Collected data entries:
..............................

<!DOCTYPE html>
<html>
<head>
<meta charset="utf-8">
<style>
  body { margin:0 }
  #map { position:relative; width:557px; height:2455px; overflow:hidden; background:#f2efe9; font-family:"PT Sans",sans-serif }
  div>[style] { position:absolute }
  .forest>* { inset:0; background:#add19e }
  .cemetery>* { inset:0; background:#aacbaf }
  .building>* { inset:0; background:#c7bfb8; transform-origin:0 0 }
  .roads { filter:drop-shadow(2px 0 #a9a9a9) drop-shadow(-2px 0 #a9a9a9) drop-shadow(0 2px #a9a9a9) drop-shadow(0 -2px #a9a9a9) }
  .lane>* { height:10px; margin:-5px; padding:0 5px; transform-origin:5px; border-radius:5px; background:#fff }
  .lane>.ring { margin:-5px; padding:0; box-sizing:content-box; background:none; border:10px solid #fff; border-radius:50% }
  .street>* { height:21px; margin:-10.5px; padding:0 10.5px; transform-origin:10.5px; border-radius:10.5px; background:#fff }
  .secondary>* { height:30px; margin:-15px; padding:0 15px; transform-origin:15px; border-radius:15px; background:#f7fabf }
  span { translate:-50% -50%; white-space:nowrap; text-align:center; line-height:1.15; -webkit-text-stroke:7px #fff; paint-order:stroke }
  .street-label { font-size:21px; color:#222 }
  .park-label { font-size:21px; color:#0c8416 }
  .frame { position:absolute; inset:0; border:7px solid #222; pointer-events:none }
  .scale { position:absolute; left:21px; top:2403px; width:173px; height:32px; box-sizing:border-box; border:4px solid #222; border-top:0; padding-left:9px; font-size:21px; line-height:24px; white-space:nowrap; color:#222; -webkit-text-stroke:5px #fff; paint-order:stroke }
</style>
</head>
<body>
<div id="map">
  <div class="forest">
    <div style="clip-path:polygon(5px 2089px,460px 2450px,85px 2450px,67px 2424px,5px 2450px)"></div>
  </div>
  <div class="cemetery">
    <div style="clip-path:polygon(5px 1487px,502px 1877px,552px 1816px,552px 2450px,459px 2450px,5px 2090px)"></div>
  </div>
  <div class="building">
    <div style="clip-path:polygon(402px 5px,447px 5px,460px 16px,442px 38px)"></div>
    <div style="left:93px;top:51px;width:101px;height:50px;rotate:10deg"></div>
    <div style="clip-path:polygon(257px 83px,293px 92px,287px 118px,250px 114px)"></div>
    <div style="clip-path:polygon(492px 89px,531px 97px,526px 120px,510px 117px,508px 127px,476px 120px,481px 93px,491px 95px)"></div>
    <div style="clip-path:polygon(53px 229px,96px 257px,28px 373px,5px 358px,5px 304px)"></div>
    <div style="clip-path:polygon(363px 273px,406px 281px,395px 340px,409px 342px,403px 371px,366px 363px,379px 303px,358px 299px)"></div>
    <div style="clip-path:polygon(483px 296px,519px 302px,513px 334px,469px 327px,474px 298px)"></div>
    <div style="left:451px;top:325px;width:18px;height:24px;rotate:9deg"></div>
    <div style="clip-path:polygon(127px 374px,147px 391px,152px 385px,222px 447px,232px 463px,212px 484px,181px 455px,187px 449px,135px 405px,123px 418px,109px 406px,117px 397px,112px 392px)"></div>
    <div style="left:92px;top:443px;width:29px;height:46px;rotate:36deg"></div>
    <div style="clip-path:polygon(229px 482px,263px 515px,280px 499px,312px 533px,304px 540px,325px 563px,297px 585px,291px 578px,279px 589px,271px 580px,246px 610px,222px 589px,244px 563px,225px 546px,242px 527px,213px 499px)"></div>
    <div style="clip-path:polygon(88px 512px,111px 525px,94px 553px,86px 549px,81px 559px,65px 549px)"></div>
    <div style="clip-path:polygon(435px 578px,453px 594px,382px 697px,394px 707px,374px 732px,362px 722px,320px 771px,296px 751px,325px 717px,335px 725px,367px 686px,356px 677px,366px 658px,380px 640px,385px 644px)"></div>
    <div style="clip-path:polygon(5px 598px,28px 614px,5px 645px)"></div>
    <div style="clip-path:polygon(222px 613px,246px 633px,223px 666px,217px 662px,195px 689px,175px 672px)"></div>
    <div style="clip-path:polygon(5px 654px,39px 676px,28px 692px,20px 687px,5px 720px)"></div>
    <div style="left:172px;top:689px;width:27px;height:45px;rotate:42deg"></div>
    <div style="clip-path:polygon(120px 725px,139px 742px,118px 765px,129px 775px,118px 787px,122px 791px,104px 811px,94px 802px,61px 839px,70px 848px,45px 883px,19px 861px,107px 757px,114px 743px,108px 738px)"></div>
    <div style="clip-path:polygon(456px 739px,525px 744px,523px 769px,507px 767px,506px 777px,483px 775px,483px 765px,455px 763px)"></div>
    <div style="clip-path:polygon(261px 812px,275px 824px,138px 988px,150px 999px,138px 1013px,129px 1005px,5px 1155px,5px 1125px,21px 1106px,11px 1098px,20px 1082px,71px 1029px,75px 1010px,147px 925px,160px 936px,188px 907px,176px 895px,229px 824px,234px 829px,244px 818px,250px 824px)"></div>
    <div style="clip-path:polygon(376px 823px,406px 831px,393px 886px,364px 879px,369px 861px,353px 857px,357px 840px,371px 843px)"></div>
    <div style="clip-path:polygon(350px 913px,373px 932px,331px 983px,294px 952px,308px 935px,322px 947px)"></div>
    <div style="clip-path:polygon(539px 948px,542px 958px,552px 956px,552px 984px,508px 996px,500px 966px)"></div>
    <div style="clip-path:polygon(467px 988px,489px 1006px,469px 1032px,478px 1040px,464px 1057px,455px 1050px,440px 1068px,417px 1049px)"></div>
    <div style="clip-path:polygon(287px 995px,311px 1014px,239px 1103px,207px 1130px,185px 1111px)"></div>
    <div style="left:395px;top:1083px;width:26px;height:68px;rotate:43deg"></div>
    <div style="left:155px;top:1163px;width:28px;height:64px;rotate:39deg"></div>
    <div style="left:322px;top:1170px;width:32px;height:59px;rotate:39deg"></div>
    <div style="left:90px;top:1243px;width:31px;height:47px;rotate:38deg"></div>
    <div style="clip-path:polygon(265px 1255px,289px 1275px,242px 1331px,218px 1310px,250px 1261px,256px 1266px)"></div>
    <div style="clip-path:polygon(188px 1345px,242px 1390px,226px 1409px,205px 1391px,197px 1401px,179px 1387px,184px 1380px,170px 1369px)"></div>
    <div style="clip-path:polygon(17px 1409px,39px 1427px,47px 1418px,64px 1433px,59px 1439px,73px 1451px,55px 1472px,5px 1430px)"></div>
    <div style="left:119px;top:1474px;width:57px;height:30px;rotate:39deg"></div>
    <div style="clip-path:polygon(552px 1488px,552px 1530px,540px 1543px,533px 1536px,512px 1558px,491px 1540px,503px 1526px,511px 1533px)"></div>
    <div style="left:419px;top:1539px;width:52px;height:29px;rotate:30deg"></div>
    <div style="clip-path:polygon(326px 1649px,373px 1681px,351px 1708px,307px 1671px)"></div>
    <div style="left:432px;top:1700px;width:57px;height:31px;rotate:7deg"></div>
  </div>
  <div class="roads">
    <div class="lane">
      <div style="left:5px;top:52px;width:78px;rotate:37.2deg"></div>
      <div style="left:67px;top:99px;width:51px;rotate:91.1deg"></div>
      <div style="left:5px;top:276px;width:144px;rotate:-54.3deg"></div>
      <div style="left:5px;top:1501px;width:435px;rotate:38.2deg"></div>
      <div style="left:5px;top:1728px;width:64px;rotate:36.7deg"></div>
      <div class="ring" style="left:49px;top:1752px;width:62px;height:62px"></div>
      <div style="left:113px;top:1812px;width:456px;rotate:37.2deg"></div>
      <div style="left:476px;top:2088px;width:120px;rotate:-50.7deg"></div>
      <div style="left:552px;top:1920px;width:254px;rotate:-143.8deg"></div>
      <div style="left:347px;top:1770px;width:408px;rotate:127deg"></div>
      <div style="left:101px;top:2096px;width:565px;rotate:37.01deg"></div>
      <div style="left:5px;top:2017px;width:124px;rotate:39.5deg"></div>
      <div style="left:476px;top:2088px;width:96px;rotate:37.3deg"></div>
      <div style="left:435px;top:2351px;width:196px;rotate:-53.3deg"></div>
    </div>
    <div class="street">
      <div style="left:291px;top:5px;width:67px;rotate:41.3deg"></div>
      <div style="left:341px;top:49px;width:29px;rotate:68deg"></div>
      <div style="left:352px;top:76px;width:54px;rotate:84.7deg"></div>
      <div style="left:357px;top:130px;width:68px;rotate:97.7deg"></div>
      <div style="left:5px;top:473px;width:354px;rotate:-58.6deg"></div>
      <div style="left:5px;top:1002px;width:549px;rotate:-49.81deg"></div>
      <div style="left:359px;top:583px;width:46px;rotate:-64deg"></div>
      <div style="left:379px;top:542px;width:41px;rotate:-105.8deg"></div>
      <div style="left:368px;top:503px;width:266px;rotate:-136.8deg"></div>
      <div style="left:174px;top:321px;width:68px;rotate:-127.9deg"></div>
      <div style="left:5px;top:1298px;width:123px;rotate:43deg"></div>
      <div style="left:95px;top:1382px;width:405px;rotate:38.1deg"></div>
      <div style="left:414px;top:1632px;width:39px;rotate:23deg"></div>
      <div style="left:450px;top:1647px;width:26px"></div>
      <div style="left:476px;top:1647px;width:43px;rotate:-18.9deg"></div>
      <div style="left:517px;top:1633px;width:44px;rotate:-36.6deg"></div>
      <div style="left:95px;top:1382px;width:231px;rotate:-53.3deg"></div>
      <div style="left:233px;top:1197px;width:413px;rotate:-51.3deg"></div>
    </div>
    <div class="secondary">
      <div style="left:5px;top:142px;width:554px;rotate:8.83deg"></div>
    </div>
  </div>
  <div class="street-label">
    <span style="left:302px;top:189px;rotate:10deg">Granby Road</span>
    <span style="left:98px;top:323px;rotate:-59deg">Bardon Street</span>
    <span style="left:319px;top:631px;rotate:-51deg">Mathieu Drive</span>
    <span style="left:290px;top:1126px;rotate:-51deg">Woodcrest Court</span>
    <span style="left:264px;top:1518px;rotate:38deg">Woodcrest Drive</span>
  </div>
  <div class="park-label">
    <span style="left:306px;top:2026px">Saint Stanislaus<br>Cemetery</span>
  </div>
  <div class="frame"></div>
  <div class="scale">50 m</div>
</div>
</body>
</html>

..............................

Each line from the top of the data, up to and including the line that contains "filter:drop-shadow(2px 0 #a9a9a9)", should be set down exactly.

**TASK ANSWER:**
<!DOCTYPE html>
<html>
<head>
<meta charset="utf-8">
<style>
  body { margin:0 }
  #map { position:relative; width:557px; height:2455px; overflow:hidden; background:#f2efe9; font-family:"PT Sans",sans-serif }
  div>[style] { position:absolute }
  .forest>* { inset:0; background:#add19e }
  .cemetery>* { inset:0; background:#aacbaf }
  .building>* { inset:0; background:#c7bfb8; transform-origin:0 0 }
  .roads { filter:drop-shadow(2px 0 #a9a9a9) drop-shadow(-2px 0 #a9a9a9) drop-shadow(0 2px #a9a9a9) drop-shadow(0 -2px #a9a9a9) }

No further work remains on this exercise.